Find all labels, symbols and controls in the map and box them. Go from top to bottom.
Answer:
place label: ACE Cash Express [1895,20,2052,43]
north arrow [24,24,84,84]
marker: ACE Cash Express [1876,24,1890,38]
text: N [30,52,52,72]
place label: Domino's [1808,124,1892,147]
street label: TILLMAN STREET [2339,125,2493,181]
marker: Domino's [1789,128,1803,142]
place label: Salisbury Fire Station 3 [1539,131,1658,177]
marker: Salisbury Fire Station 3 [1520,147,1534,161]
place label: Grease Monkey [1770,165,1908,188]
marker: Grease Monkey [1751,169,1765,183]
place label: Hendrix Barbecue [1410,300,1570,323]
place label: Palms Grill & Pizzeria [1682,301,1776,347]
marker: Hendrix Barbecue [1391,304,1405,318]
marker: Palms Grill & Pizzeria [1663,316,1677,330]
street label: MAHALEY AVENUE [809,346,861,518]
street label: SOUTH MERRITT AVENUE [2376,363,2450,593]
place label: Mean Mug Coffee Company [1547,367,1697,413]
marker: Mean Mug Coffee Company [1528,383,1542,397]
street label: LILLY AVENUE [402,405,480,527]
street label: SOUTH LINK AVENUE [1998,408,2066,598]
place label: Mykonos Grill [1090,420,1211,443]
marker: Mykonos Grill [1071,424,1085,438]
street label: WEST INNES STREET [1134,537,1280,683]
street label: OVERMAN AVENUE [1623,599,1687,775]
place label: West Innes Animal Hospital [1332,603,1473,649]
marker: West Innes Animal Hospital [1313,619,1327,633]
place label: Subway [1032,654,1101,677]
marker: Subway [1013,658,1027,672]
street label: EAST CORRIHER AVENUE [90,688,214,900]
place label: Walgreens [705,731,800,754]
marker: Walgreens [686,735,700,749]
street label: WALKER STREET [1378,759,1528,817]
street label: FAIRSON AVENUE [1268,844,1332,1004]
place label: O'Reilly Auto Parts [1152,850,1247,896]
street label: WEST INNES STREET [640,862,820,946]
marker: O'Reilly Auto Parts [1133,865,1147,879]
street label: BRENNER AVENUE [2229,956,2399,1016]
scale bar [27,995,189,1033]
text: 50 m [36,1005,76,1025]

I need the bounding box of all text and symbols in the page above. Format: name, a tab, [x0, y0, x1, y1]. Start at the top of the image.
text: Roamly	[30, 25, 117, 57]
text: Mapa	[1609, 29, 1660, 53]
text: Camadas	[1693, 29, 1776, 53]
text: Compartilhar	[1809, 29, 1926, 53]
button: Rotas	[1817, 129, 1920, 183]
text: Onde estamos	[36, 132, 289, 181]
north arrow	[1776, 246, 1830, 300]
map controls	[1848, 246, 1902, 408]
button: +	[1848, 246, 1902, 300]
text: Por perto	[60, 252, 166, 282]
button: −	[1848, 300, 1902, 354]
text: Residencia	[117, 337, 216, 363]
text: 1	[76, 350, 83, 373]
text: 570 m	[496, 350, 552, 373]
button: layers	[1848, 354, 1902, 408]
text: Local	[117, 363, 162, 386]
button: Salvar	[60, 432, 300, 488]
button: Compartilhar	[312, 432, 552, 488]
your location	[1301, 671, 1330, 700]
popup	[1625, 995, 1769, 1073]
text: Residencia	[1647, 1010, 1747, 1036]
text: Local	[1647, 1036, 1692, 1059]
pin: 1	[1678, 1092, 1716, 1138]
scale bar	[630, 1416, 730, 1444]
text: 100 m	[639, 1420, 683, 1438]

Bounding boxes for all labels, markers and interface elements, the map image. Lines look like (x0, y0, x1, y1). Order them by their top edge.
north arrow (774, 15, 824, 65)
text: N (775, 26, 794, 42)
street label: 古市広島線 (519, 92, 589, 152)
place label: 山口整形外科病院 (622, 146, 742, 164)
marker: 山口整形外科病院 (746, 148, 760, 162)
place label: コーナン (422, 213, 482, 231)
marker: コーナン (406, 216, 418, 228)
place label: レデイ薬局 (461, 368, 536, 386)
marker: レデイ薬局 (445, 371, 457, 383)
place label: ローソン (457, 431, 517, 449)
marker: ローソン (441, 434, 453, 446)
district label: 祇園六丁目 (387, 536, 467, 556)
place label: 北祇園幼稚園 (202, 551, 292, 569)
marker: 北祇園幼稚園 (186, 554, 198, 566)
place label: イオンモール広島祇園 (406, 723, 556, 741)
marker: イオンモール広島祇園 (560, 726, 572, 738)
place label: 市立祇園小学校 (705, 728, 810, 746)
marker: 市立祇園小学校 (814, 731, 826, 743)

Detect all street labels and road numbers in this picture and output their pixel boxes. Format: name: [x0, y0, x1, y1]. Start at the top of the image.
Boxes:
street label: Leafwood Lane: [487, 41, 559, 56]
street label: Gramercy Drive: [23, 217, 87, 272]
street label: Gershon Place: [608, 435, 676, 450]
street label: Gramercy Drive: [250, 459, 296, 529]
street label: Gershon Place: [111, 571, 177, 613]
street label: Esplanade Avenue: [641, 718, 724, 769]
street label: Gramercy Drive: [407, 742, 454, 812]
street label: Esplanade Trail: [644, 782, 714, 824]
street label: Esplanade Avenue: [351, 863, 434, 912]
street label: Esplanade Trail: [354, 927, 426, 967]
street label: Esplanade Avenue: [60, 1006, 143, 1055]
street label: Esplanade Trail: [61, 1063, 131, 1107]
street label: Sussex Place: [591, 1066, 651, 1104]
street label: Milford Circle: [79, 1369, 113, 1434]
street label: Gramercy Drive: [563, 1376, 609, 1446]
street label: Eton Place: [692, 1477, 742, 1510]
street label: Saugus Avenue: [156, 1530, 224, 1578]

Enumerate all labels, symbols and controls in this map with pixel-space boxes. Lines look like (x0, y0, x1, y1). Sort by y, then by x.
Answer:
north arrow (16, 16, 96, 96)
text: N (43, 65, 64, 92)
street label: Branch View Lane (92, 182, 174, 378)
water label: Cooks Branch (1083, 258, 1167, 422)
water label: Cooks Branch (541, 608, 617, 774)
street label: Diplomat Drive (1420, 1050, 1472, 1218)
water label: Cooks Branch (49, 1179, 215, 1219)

● ● ● ● ●

Requirement:
List every line above containing the word "button".

Reply:
button: Rotas	[1817, 129, 1920, 183]
button: +	[1848, 246, 1902, 300]
button: −	[1848, 300, 1902, 354]
button: layers	[1848, 354, 1902, 408]
button: Salvar	[60, 432, 300, 488]
button: Compartilhar	[312, 432, 552, 488]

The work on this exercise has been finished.